In 1910, the hunting lodge of the Prime Minister of the Russian Empire Pyotr Stolypin was built in Klavdiievo.

After the October Revolution, the new government decided to erase the name of the tsar's minister from the names of the stations – Nemishayeve and Klavdiieve were renamed Shevchenkove station and Tarasove station, respectively. But the People's Commissariat did not approve the new names, and the old ones were returned to the stations. However, they decided to keep the name Tarasove for the village – so Klavdiievo-Tarasove appeared on the map.

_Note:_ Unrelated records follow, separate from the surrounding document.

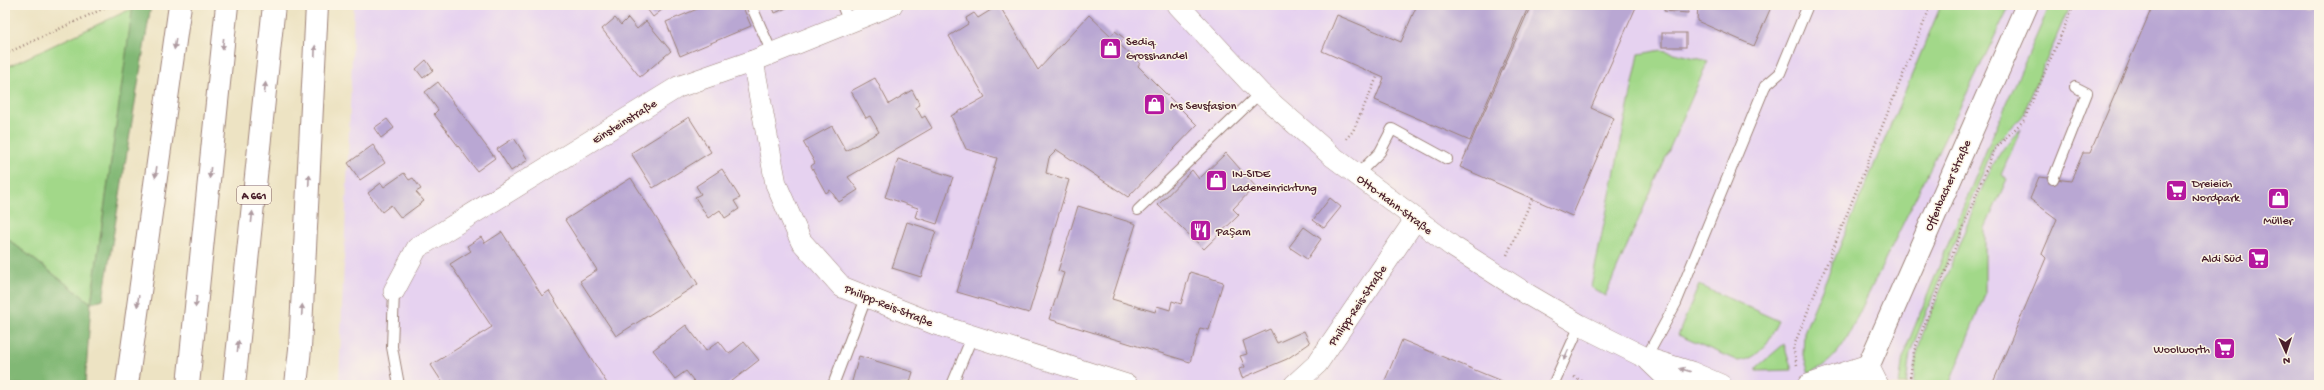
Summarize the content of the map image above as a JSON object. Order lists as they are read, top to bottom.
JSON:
{
  "streets": {
    "main road": ["Offenbacher Straße", "A 661"],
    "street": ["Einsteinstraße", "Otto-Hahn-Straße", "Philipp-Reis-Straße"]
  },
  "crossings": [
    ["Einsteinstraße", "Philipp-Reis-Straße"],
    ["Otto-Hahn-Straße", "Philipp-Reis-Straße"]
  ],
  "places": {
    "shop": [
      "Sediq Grosshandel",
      "Ms Sevsfasion",
      "IN-SIDE Ladeneinrichtung",
      "Müller"
    ],
    "supermarket": ["Dreieich Nordpark", "Aldi Süd", "Woolworth"],
    "restaurant": ["Paşam"]
  },
  "north": "bottom"
}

The grave of Otaman Orlyk's insurgents and the Bolsheviks from 1921 has been preserved in the village.

In 1926, the village had 155 households, 176 estates, and 730 people.

In 1942–1943 a shadow organization headed by I.O. Polyakov operated here. In July 1943, the 1st Borodianka partisan detachment was formed in the forests near Klavdiievo-Tarasove, to which the locals provided great assistance. Partisan M.P. Makiychuk was killed in battles against the Nazis in the village. Now the stop at 53 km of the railway is called Makiychukove.
1,053 inhabitants of this village took part in the German-Soviet war; almost all of them were awarded orders and medals of the USSR.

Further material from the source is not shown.